Task objective:
Copy out every line of the data where the word "Unidad" is found.

Material provided:
--- START ---
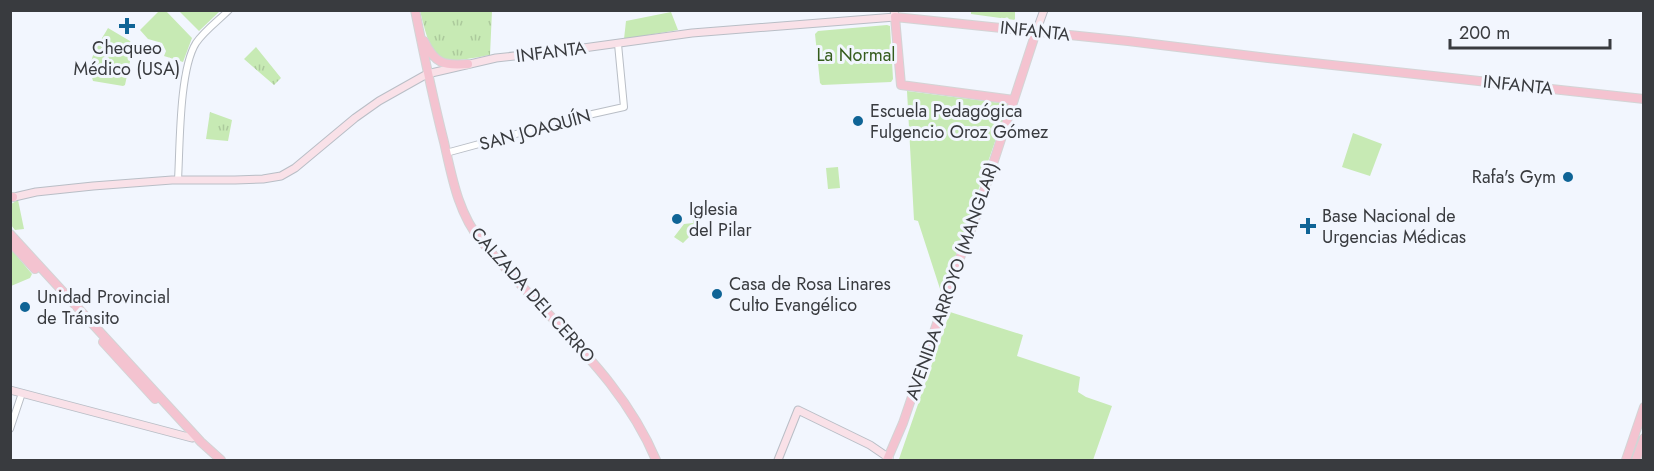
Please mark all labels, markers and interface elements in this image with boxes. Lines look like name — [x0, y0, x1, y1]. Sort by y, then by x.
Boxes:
scale bar — [1450, 12, 1610, 50]
street label: INFANTA — [999, 14, 1071, 48]
marker: Chequeo Médico (USA) — [118, 17, 136, 35]
text: 200 m — [1459, 20, 1510, 46]
place label: Chequeo Médico (USA) — [74, 35, 180, 82]
street label: INFANTA — [514, 35, 588, 69]
park label: La Normal — [817, 42, 895, 68]
street label: INFANTA — [1482, 68, 1554, 102]
place label: Escuela Pedagógica Fulgencio Oroz Gómez — [870, 98, 1049, 145]
street label: SAN JOAQUÍN — [476, 103, 594, 157]
marker: Escuela Pedagógica Fulgencio Oroz Gómez — [851, 114, 865, 128]
street label: AVENIDA ARROYO (MANGLAR) — [899, 159, 1005, 403]
place label: Rafa's Gym — [1472, 164, 1556, 190]
marker: Rafa's Gym — [1561, 170, 1575, 184]
place label: Iglesia del Pilar — [689, 196, 752, 243]
place label: Base Nacional de Urgencias Médicas — [1322, 203, 1466, 250]
marker: Iglesia del Pilar — [670, 212, 684, 226]
marker: Base Nacional de Urgencias Médicas — [1299, 217, 1317, 235]
street label: CALZADA DEL CERRO — [465, 221, 601, 369]
place label: Casa de Rosa Linares Culto Evangélico — [729, 271, 891, 318]
place label: Unidad Provincial de Tránsito — [37, 284, 170, 331]
marker: Casa de Rosa Linares Culto Evangélico — [710, 287, 724, 301]
marker: Unidad Provincial de Tránsito — [18, 300, 32, 314]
--- END ---
Answer below:
place label: Unidad Provincial de Tránsito — [37, 284, 170, 331]
marker: Unidad Provincial de Tránsito — [18, 300, 32, 314]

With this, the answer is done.